A view from above of the former Vassar foundry site that could soon belong to Tuscola County. (Photo by Zac Deering)

Judge stops foreclosure on former Vassar foundry

The vacant Vassar foundry property could be the site of a $13 million plant that would bring 10 full-time jobs, said Tuscola County Economic Development Corp. officials. The water tower with the large “G” on it is a symbol from when the property was owned by Grede Foundries Inc. from 1986 until it was sold in 2009. (File photo)

A last-minute effort by Tuscola County officials to stop their own foreclosure on the former Vassar foundry building and property proved successful Monday.
Tuscola County Circuit Court Judge Amy Grace Gierhart reversed a Feb. 6 foreclosure judgment that would have made the former Vassar foundry property of Tuscola County March 31 due to unpaid taxes.
Because the order was not final until March 31, however, the court had the ability to modify the Feb. 6 judgment.
Attorneys for Tuscola County Treasurer Patricia Donovan-Gray and Tuscola County both made the case for reversing the judgment. Essentially, they told Gierhart that Donovan-Gray made a mistake, and did not realize that the county could end up on the hook for cleanup costs at the former Vassar foundry site.
“Immediately upon discovering that these parcels did not come within the environmental immunity and because she did not want to modify a judgment of this court without permission, the treasurer filed the motion now before the court,” said Peter Goodstein, attorney for Donovan-Gray.
Goodstein cited state law that “allows a party to be relieved from a judgment in case of mistake, inadvertence, surprise, or excusable neglect.”
“In this case, it was clearly a mistake,” Goodstein told the court.
“If the three parcels are removed from the foreclosure list, no one will be injured,” Goodstein said. “If the three parcels are not removed from the list and the treasurer becomes the owners, the treasurer will assume responsibility for the remediation.
“That undertaking will impact the tax revolving fund, which will impact Vassar and ultimately the county general fund,” he said.
The Metavation L.L.C. foundry — known in decades past as the Eaton Manufacturing foundry — shut down in 2013. Metavation’s parent company filed for Chapter 11 bankruptcy that year, abandoning the foundry parcel that has a for-sale sign in front of it advising would-be buyers to contact Troy-based real estate agency L. Mason Capitani Inc.

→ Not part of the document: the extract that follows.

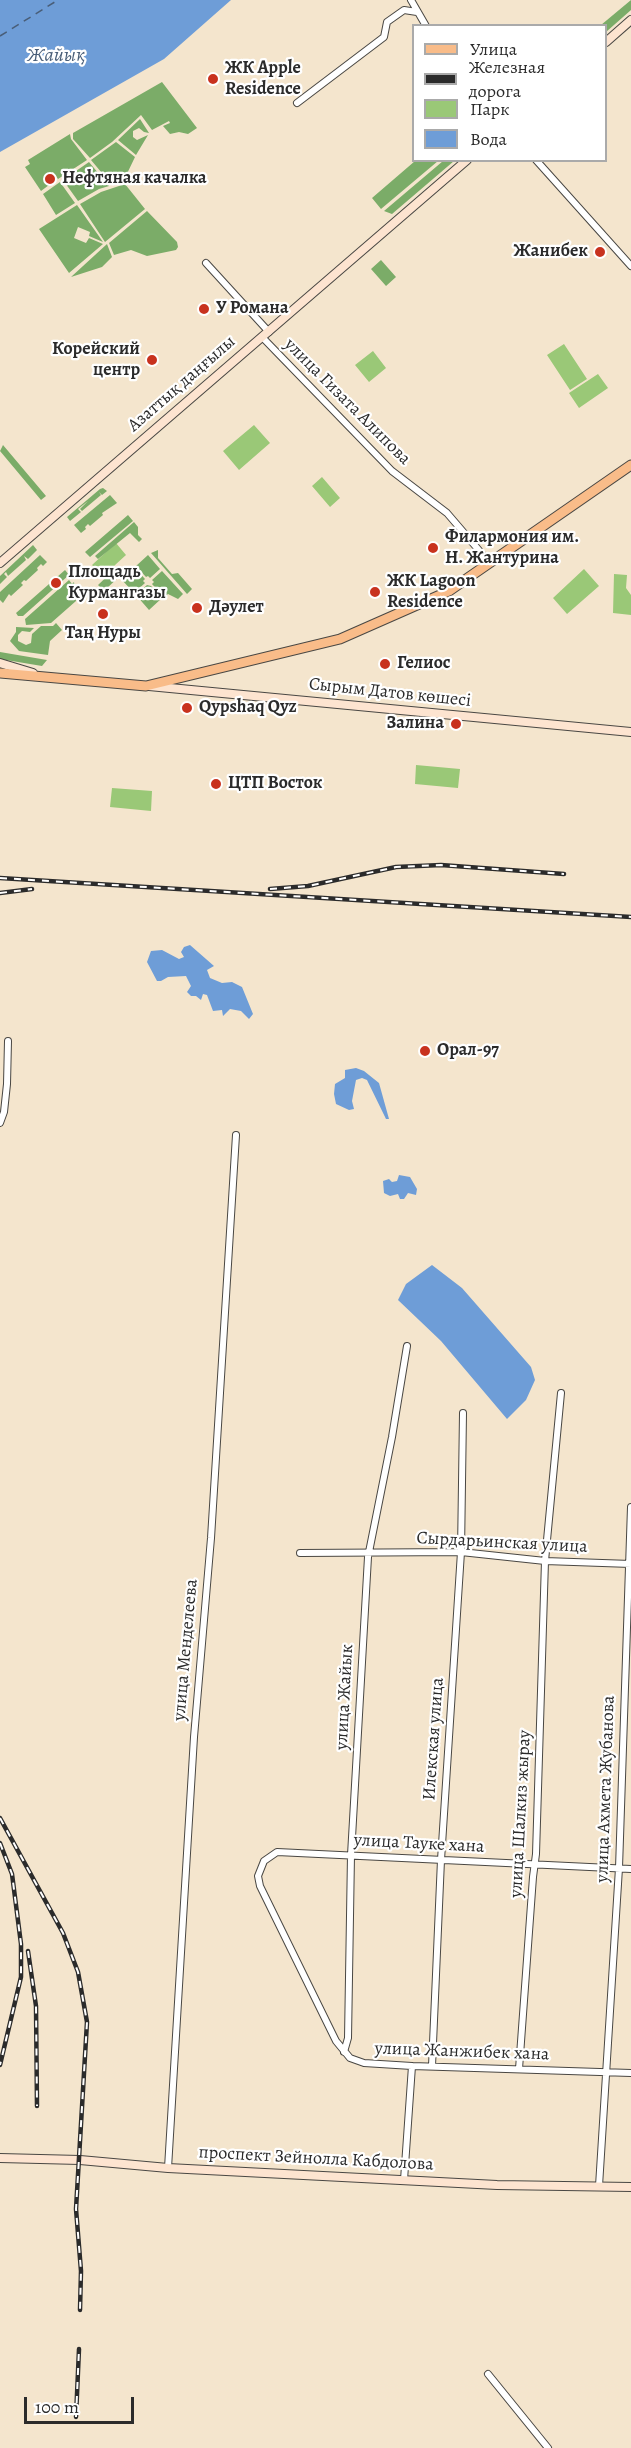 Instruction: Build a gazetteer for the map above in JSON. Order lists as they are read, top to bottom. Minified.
{"streets":{"main road":["Азаттық даңғылы","Сырым Датов көшесі","проспект Зейнолла Кабдолова"],"street":["улица Гизата Алипова","Сырдарьинская улица","улица Менделеева","улица Жайык","Илекская улица","улица Ахмета Жубанова","улица Шалкиз жырау","улица Тауке хана","улица Жанжибек хана"]},"crossings":[["Азаттық даңғылы","улица Гизата Алипова"],["Сырдарьинская улица","улица Жайык"],["Сырдарьинская улица","Илекская улица"],["Сырдарьинская улица","улица Ахмета Жубанова"],["Сырдарьинская улица","улица Шалкиз жырау"],["улица Менделеева","проспект Зейнолла Кабдолова"],["улица Жайык","улица Тауке хана"],["улица Жайык","улица Жанжибек хана"],["Илекская улица","улица Тауке хана"],["Илекская улица","улица Жанжибек хана"],["улица Ахмета Жубанова","улица Тауке хана"],["улица Ахмета Жубанова","улица Жанжибек хана"],["улица Ахмета Жубанова","проспект Зейнолла Кабдолова"],["улица Шалкиз жырау","улица Тауке хана"],["улица Шалкиз жырау","улица Жанжибек хана"],["улица Тауке хана","улица Жанжибек хана"]],"water":["Жайық"],"places":["ЖК Apple Residence","Нефтяная качалка","Жанибек","У Романа","Корейский центр","Филармония им. Н. Жантурина","Площадь Курмангазы","ЖК Lagoon Residence","Дәулет","Таң Нуры","Гелиос","Qypshaq Qyz","Залина","ЦТП Восток","Орал-97"],"legend":["Улица","Железная дорога","Парк","Вода"],"scale_bar":"100 m"}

The property is listed for $750,000.
Those familiar with the property likely recognize the building — east of downtown Vassar along East Huron Avenue — by the water tower with the big “G” on it from when it was owned by Milwaukee-based Grede Foundries Inc. from 1986 until it was sold in 2009.
However, there are another 44 acres beyond the 257,000 square feet of factory space (10,000 square feet of office space). A railroad spur separates the land with the buildings and the vacant acreage.
Officials have said benefits of the site include the railroad access, which allows for loading and unloading large amounts of material for transport via train, and relatively close proximity to north and south I-75.
The county began foreclosure proceedings on the property that consists of three parcels in early 2017 because taxes haven’t been paid on the property for the last three years.
Typically, forfeited properties are sold via auction, with a starting bid set at the amount of money owed on the taxes (at total of about $120,000 in this case).
However, the county could have been responsible for remediation of the property through the federal Resource Recovery and Conservation Act, a fact Goodstein said Donovan-Gray “was not aware of” when foreclosure proceedings began.
“If the parcels are not removed from the foreclosure list, the owners of the parcels will incur no pain but local and county government will be impacted to a degree which cannot currently be calculated,” Goodstein said in court.
Officials are working to determine the extent of contamination at the site of heavy industrial operations for decades.
Steve Erickson, executive director, Tuscola County Economic Development Corp., did not return a phone call to The Advertiser Tuesday.
However, he has said three days of testing took place around March 8. Costs of about $5,000 were split between the city of Vassar and Tuscola County.
Erickson also has said both the potential buyer and the foreclosure process have accelerated efforts to determine the site’s level of contamination, stating that “When it comes to possible purchasers, time is money.”
As The Advertiser reported Jan. 28, Erickson told the county board that week that an out-of-state company is eyeing the site for a $13 million plant.
Erickson has said that one company already has backed out of pursuing the property due to too many unknowns with regard to contamination.
Knowing contamination levels is important because remediation costs will be a factor for whomever ultimately develops the property.
Monday’s hearing in front of Gierhart took about 10 minutes.
Gierhart’s order to reverse the judgment of foreclosure was brief and to the point, citing the order “for the reasons set forth on the record.”
Despite an end to the current foreclosure process, Brian Chapman, city manager, Vassar, said fostering redevelopment of the former Vassar foundry site remains a priority.
“It doesn’t necessarily stop or slow any work or effort we want to put into developing the property,” he said. “Regardless of who controls the property, we still have to figure out a plan for it.”